#### Exercise prompt:
Below is a listing. Copy each line of it that holds the word "linecap".

#### Source data:
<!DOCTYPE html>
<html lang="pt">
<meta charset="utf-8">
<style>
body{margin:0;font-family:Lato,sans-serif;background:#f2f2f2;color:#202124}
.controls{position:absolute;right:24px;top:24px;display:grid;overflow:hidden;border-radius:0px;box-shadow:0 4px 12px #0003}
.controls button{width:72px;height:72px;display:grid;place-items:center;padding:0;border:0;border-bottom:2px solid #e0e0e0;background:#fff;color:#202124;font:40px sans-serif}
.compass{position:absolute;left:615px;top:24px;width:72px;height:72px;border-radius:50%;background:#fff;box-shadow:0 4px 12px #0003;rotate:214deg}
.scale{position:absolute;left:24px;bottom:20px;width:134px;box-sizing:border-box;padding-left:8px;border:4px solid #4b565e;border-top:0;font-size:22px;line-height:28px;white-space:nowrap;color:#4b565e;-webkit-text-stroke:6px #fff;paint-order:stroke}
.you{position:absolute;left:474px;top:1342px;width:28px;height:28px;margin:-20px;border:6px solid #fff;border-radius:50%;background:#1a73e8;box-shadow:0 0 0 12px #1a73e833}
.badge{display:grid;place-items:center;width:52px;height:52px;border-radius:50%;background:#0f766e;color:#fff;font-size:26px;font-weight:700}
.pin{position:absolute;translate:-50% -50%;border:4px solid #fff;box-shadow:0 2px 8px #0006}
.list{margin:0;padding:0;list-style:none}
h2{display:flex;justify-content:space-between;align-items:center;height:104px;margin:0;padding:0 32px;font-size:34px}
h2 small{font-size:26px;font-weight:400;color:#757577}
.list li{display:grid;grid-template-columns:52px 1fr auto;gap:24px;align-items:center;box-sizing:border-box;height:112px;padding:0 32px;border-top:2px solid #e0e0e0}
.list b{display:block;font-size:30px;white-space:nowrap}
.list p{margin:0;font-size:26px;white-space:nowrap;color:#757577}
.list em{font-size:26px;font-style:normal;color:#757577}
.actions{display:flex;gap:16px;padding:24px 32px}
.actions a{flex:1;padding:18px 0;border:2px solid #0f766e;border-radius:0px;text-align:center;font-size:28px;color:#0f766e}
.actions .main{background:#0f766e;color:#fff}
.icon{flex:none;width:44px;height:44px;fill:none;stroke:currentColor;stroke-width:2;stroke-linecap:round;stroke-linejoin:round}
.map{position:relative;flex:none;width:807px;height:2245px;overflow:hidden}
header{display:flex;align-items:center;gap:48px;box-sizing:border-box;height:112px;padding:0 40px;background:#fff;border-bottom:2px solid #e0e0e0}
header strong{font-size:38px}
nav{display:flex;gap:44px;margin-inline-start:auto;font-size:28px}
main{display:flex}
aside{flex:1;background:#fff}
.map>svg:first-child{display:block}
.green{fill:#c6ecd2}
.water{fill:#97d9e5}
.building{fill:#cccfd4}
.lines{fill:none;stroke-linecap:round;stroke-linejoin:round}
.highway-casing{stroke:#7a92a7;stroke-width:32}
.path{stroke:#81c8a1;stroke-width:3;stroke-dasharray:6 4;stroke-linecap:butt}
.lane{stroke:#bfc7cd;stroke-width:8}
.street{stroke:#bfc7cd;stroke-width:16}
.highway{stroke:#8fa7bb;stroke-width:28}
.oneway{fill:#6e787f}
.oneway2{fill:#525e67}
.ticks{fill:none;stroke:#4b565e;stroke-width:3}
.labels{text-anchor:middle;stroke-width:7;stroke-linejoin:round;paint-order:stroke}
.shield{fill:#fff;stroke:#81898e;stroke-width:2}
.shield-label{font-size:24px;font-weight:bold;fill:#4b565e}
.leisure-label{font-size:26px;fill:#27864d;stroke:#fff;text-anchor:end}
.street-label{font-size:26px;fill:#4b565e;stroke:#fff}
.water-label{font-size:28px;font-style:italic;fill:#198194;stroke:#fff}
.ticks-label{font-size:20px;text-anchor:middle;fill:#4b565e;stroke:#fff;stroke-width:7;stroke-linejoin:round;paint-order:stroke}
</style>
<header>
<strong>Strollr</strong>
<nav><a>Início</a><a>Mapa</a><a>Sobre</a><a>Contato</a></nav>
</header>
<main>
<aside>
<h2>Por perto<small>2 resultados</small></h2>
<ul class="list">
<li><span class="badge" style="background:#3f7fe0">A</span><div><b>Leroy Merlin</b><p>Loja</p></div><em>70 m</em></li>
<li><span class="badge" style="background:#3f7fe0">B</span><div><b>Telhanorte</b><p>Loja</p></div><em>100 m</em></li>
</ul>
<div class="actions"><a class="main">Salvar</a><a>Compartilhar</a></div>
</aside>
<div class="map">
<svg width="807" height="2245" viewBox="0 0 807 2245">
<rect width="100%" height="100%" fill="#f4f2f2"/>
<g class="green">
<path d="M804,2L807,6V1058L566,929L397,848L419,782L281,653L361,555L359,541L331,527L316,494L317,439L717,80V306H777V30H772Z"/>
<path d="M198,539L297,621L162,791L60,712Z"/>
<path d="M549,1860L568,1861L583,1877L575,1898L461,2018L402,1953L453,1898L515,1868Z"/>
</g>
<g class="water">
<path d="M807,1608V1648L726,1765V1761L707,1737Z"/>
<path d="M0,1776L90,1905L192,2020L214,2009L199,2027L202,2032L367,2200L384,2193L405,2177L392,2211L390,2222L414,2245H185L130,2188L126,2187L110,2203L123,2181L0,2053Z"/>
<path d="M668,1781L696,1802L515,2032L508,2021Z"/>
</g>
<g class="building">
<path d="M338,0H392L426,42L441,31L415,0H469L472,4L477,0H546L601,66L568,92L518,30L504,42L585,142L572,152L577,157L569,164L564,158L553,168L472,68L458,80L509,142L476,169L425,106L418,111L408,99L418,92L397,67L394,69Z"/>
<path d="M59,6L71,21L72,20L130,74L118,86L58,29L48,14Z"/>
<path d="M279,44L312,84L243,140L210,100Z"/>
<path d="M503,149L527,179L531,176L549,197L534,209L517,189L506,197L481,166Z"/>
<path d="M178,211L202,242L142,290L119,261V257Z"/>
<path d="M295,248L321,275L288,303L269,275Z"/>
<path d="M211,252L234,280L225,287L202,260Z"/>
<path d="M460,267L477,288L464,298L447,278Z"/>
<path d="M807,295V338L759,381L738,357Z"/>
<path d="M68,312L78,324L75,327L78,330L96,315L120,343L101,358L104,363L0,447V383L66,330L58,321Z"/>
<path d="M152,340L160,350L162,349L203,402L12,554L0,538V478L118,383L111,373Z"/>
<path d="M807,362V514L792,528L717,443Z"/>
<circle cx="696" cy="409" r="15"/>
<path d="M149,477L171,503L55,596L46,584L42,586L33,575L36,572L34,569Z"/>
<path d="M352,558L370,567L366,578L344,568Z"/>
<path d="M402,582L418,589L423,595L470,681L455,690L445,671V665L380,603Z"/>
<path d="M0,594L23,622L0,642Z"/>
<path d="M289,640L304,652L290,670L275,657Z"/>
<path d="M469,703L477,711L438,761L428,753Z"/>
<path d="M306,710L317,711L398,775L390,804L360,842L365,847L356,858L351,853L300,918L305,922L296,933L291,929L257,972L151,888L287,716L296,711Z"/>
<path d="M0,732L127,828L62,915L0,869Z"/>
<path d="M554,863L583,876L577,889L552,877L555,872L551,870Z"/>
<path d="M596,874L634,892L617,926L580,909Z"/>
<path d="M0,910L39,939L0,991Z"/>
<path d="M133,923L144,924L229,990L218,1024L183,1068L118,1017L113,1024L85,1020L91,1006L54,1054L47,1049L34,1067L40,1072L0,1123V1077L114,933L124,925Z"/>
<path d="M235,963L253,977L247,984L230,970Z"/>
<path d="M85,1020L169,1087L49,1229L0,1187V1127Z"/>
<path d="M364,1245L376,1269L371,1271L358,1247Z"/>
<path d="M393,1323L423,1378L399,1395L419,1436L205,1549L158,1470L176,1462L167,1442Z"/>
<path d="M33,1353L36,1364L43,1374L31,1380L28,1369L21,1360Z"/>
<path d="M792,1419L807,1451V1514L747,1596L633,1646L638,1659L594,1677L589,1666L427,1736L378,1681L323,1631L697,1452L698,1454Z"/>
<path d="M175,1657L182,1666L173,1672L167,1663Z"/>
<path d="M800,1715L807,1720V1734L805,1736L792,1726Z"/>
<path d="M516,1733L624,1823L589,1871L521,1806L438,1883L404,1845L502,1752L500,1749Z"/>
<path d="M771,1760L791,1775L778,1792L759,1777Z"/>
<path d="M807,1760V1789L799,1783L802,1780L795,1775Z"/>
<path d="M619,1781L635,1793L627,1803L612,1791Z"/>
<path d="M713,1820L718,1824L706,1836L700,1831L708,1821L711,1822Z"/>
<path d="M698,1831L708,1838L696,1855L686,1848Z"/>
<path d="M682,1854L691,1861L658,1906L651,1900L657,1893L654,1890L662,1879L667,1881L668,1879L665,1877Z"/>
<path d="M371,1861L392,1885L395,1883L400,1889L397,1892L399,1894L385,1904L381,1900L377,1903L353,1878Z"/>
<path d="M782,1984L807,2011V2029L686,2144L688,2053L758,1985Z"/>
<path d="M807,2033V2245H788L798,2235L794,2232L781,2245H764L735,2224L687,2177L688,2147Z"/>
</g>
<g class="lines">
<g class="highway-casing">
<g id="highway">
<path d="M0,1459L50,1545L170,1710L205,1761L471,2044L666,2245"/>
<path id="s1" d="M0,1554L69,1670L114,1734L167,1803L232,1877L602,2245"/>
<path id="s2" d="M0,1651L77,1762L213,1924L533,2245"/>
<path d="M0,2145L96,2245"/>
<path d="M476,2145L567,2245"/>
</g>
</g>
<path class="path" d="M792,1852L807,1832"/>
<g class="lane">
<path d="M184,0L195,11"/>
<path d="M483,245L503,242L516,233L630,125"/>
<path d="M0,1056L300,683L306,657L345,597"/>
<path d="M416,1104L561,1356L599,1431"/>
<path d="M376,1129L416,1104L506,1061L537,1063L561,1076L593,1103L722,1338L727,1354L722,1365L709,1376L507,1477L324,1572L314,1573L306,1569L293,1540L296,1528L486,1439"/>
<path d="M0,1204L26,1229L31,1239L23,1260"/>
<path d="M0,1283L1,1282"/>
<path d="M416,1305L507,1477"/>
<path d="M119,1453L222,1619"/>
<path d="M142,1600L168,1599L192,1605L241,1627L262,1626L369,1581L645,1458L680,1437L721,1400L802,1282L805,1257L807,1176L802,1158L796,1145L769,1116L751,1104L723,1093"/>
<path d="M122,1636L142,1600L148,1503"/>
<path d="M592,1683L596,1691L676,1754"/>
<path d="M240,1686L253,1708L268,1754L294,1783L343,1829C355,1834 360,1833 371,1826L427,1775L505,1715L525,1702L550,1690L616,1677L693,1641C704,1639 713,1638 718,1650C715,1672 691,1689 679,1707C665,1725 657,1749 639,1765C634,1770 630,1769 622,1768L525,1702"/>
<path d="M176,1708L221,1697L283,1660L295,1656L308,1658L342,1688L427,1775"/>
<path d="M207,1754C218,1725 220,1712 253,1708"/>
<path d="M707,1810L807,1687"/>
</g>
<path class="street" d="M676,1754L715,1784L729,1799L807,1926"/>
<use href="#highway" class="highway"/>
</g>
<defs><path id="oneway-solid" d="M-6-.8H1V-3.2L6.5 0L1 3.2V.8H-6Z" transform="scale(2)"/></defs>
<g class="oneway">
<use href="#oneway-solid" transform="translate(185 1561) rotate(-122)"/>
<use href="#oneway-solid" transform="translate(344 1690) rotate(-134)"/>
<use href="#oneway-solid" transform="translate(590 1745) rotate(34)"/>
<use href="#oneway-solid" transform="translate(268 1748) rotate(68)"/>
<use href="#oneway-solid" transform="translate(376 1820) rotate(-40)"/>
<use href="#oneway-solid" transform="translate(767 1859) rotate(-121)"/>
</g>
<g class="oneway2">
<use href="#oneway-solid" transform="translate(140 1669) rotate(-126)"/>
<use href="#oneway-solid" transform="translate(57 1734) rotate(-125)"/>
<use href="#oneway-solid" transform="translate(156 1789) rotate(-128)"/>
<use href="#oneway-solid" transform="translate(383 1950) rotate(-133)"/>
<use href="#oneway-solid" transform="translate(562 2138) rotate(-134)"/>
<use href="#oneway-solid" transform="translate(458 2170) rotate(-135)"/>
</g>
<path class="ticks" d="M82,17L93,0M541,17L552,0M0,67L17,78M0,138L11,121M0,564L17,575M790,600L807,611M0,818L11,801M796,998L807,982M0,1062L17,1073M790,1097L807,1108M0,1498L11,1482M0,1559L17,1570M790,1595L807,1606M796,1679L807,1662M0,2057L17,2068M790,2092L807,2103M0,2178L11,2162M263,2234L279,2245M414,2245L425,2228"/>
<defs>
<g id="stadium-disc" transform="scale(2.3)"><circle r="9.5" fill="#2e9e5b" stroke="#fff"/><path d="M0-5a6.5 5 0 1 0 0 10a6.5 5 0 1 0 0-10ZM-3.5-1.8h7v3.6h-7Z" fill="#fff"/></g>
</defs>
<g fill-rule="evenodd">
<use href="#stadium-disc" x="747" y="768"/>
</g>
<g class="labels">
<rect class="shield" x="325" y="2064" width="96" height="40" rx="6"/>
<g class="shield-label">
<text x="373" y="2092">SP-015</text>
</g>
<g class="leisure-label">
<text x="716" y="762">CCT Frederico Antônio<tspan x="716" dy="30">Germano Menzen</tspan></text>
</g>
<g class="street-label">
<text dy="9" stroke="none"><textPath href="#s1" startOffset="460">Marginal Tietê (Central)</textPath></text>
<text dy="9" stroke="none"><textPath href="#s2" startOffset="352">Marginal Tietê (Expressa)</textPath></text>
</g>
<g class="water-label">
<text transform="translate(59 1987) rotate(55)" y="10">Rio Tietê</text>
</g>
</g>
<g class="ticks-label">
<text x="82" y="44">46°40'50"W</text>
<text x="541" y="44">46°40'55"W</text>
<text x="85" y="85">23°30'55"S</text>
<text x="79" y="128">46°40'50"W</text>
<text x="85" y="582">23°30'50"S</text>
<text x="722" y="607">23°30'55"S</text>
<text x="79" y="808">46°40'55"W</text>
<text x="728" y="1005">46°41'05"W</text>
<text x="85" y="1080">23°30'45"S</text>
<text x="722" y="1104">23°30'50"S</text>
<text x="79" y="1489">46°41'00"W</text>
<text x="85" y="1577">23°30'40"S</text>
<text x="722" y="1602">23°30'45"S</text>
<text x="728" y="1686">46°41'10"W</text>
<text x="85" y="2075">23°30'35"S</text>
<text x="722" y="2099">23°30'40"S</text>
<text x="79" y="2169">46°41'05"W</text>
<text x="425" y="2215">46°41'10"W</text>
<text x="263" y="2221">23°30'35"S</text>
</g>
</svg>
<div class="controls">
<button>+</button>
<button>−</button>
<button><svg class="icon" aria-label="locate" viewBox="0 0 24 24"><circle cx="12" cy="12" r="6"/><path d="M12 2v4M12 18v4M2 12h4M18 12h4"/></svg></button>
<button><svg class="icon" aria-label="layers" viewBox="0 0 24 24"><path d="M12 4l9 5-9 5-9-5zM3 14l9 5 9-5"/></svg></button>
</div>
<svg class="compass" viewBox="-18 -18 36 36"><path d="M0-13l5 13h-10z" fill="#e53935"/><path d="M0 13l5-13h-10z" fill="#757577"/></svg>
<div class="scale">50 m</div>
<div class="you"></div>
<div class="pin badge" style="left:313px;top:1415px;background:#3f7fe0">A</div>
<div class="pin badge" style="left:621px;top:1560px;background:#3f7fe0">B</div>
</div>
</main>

#### Task result:
.icon{flex:none;width:44px;height:44px;fill:none;stroke:currentColor;stroke-width:2;stroke-linecap:round;stroke-linejoin:round}
.lines{fill:none;stroke-linecap:round;stroke-linejoin:round}
.path{stroke:#81c8a1;stroke-width:3;stroke-dasharray:6 4;stroke-linecap:butt}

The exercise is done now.